5) Familienmitglieder ohne Arbeitsvertrag
Nicht nur eine Person mit dem Arbeitsvertrag in der Tasche hat ein Recht auf Einwanderung, sondern auch dessen Familie in erstaunlich weit reichendem Sinne (Anhang I, Art.3 (2), a und b). Als Familienangehörige gelten:
Ehegatten, Kinder und Enkel unter 21 Jahren sowie über 21 Jahren, denen die Person Unterhalt gewährt.
Eltern, Grosseltern und Urgrosseltern der Person oder ihres Ehegatten, denen sie Unterhalt gewährt.

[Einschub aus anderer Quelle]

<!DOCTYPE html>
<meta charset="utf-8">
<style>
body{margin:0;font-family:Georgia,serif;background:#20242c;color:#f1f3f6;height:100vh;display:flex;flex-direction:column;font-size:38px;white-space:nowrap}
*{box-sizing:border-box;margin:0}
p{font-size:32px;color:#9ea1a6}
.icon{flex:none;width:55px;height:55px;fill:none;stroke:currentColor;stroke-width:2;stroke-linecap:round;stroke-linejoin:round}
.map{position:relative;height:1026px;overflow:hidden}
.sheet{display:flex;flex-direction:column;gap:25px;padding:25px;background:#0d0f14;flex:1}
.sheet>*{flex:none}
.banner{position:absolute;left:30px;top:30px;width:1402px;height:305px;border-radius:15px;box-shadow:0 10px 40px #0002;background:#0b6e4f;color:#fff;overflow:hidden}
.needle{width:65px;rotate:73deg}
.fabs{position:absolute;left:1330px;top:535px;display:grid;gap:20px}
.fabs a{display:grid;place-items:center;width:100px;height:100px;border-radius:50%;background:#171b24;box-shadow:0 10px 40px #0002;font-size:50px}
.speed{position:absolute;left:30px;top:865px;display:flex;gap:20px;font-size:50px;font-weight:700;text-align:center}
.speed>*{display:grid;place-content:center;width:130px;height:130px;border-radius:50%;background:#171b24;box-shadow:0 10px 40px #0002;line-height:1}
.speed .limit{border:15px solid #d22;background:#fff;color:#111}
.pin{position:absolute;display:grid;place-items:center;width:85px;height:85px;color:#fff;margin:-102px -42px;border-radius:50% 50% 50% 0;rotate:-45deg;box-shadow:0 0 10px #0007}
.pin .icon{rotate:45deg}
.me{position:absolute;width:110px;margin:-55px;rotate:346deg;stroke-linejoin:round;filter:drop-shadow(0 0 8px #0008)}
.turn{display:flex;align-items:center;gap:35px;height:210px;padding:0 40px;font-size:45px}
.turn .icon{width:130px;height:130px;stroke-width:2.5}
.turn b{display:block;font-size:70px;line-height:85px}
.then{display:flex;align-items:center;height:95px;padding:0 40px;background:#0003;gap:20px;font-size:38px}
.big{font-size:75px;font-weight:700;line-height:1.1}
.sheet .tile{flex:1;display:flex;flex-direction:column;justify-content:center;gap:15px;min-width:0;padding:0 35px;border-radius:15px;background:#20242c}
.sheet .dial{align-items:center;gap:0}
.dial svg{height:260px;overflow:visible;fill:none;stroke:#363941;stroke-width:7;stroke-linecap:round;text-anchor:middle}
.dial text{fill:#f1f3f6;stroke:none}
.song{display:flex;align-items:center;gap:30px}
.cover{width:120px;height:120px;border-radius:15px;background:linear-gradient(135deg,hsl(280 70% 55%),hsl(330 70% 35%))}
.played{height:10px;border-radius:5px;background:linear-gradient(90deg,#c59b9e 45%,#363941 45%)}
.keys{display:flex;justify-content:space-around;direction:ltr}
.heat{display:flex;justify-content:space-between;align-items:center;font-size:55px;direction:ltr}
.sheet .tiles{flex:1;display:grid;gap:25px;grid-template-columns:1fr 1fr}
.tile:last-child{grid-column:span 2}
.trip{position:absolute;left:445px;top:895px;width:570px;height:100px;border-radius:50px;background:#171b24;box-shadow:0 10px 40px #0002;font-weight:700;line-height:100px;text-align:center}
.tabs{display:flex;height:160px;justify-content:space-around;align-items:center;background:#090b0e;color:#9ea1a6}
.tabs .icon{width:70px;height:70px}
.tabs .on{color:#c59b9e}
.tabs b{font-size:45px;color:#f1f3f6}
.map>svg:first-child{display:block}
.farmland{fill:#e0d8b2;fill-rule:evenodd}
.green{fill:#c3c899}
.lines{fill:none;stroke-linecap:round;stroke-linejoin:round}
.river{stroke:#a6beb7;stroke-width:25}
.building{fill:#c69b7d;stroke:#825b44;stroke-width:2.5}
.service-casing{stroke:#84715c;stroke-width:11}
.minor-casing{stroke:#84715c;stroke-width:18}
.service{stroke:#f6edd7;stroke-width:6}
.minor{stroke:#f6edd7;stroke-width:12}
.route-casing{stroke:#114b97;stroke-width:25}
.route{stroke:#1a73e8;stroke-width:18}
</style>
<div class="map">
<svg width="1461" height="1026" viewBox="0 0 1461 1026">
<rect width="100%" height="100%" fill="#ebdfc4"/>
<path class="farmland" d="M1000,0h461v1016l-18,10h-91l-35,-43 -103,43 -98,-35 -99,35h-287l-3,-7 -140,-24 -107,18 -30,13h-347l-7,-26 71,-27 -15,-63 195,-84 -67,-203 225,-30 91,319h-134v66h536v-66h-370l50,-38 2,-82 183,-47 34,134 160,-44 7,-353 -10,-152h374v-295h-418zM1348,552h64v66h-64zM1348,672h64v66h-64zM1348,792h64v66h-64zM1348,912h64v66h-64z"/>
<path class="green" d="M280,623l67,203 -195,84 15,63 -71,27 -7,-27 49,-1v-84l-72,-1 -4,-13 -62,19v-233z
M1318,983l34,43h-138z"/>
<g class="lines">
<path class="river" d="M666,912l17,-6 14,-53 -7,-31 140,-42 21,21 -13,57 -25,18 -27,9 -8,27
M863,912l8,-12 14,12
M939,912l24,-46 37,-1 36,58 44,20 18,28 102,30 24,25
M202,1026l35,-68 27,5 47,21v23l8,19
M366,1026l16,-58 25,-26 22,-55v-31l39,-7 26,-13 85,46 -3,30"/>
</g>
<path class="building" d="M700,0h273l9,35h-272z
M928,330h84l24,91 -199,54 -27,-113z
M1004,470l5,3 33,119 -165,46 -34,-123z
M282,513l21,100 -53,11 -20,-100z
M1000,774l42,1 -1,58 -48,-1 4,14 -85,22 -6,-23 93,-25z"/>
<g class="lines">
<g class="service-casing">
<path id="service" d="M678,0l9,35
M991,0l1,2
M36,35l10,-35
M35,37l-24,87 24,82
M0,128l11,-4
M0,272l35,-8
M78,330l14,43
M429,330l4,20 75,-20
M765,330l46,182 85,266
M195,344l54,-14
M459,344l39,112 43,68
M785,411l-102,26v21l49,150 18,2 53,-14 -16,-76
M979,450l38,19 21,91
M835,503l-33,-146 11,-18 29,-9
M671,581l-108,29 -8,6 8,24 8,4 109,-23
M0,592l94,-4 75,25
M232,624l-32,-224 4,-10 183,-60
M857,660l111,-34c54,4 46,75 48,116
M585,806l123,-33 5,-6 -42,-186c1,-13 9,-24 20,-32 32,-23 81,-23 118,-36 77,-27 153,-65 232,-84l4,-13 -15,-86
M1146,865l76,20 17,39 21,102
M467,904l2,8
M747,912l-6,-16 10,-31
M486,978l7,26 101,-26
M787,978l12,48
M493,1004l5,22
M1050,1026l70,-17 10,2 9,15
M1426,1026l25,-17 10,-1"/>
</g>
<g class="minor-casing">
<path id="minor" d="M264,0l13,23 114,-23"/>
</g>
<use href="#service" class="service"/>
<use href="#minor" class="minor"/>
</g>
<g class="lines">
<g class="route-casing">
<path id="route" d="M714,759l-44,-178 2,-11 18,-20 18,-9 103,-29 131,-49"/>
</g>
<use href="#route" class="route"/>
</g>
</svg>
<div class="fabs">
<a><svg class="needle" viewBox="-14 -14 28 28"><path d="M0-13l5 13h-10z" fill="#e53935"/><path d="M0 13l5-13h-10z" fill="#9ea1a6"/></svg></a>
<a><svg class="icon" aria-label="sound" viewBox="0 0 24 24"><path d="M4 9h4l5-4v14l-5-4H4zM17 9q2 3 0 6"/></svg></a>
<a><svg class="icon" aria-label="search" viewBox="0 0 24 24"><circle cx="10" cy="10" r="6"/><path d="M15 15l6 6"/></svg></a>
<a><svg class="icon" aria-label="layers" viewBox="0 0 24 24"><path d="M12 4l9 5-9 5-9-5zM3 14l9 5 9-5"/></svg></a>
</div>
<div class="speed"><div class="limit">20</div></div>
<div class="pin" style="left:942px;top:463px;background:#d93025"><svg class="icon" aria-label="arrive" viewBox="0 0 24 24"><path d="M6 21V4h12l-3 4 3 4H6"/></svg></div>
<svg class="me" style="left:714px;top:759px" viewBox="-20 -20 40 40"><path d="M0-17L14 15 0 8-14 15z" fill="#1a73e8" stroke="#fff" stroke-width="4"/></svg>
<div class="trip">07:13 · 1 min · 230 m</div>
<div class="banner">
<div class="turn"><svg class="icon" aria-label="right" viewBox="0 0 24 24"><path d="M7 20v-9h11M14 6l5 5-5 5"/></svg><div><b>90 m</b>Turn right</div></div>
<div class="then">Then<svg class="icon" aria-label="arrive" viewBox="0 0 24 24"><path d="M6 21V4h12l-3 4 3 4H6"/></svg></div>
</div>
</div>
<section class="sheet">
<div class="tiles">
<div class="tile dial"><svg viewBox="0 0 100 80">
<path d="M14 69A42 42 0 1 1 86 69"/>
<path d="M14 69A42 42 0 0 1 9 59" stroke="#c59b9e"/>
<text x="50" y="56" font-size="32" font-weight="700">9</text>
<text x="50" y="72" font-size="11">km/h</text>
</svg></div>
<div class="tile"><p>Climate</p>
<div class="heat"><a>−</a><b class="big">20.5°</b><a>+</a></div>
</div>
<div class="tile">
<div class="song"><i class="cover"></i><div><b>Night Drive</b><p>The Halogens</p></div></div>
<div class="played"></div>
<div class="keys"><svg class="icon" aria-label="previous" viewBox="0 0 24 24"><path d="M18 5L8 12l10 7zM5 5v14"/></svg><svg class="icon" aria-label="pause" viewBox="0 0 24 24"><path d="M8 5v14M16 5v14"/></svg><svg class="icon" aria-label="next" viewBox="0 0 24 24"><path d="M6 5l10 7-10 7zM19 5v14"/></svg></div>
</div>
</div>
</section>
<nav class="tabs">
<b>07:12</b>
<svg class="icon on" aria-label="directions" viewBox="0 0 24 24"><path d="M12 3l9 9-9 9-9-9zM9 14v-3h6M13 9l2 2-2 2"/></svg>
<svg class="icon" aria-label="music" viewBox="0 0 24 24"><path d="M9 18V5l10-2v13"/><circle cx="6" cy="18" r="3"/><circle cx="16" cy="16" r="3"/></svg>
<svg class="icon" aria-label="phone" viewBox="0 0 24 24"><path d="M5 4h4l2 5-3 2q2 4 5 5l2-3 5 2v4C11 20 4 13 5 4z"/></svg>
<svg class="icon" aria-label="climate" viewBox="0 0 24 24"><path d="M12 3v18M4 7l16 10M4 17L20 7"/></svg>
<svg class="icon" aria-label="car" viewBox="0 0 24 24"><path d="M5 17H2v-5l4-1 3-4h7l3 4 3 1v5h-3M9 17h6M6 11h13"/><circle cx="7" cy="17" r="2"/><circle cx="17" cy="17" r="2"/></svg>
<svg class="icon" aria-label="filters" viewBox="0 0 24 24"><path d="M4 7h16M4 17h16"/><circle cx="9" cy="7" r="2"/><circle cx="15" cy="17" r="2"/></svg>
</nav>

6) Sechs Monate Recht auf Arbeitssuche
Jeder EU-Bürger erhält das Recht, innerhalb der Schweiz mindestens sechs Monate lang eine Arbeit zu suchen. Sobald er Aussicht auf Arbeit mit einem Arbeitsvertrag von über einem Jahr nachweisen kann, darf er mindestens 5 Jahre bleiben (Anhang I, Art. 6). Selbst wenn er die Stelle z.B. wegen Krankheit gar nicht antritt, behält er die Möglichkeit, sich in der Schweiz aufzuhalten (Anhang 1, Art. 6.(6)).
7) Weniger als drei Monate immer erlaubt
Wer weniger als drei Monate pro Jahr in der Schweiz arbeitet/arbeiten will, braucht ohnehin keine Aufenthaltserlaubnis mehr (Anhang I, Art. 6 (2)).
Dies alles heisst, dass mit der Ausweitung des freien Personenverkehrs die Bürger von neuen EU-Staaten faktisch ein freies Recht auf Einwanderung in die Schweiz erhalten werden. Wirksame Bremsen sind nicht in Sicht.